Nothing in the records may be changed; retype them in full.

#### [Supplied data]
#####

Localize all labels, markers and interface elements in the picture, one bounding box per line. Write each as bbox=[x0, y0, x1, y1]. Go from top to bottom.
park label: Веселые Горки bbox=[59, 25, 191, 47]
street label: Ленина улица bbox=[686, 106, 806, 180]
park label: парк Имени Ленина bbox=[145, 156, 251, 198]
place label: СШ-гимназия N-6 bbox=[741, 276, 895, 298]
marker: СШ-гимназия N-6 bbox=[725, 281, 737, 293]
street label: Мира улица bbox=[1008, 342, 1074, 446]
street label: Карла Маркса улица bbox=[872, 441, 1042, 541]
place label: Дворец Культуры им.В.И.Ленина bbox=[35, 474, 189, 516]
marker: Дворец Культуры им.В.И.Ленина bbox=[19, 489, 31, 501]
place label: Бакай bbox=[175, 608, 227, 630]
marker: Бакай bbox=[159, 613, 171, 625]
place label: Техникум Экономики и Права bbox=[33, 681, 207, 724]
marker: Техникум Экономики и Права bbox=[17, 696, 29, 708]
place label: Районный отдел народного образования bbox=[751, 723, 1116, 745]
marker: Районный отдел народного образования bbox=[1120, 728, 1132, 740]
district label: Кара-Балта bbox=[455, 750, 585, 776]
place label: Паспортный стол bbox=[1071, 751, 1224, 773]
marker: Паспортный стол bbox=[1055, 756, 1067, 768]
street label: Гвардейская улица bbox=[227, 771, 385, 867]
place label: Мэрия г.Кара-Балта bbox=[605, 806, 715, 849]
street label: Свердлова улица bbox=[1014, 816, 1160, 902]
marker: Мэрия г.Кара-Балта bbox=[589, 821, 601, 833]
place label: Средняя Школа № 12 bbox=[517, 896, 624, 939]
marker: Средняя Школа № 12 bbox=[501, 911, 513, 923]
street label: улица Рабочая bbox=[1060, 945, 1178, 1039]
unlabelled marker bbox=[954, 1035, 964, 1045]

#####

#### [Result]
Localize all labels, markers and interface elements in the picture, one bounding box per line. Write each as bbox=[x0, y0, x1, y1]. Go from top to bottom.
park label: Веселые Горки bbox=[59, 25, 191, 47]
street label: Ленина улица bbox=[686, 106, 806, 180]
park label: парк Имени Ленина bbox=[145, 156, 251, 198]
place label: СШ-гимназия N-6 bbox=[741, 276, 895, 298]
marker: СШ-гимназия N-6 bbox=[725, 281, 737, 293]
street label: Мира улица bbox=[1008, 342, 1074, 446]
street label: Карла Маркса улица bbox=[872, 441, 1042, 541]
place label: Дворец Культуры им.В.И.Ленина bbox=[35, 474, 189, 516]
marker: Дворец Культуры им.В.И.Ленина bbox=[19, 489, 31, 501]
place label: Бакай bbox=[175, 608, 227, 630]
marker: Бакай bbox=[159, 613, 171, 625]
place label: Техникум Экономики и Права bbox=[33, 681, 207, 724]
marker: Техникум Экономики и Права bbox=[17, 696, 29, 708]
place label: Районный отдел народного образования bbox=[751, 723, 1116, 745]
marker: Районный отдел народного образования bbox=[1120, 728, 1132, 740]
district label: Кара-Балта bbox=[455, 750, 585, 776]
place label: Паспортный стол bbox=[1071, 751, 1224, 773]
marker: Паспортный стол bbox=[1055, 756, 1067, 768]
street label: Гвардейская улица bbox=[227, 771, 385, 867]
place label: Мэрия г.Кара-Балта bbox=[605, 806, 715, 849]
street label: Свердлова улица bbox=[1014, 816, 1160, 902]
marker: Мэрия г.Кара-Балта bbox=[589, 821, 601, 833]
place label: Средняя Школа № 12 bbox=[517, 896, 624, 939]
marker: Средняя Школа № 12 bbox=[501, 911, 513, 923]
street label: улица Рабочая bbox=[1060, 945, 1178, 1039]
unlabelled marker bbox=[954, 1035, 964, 1045]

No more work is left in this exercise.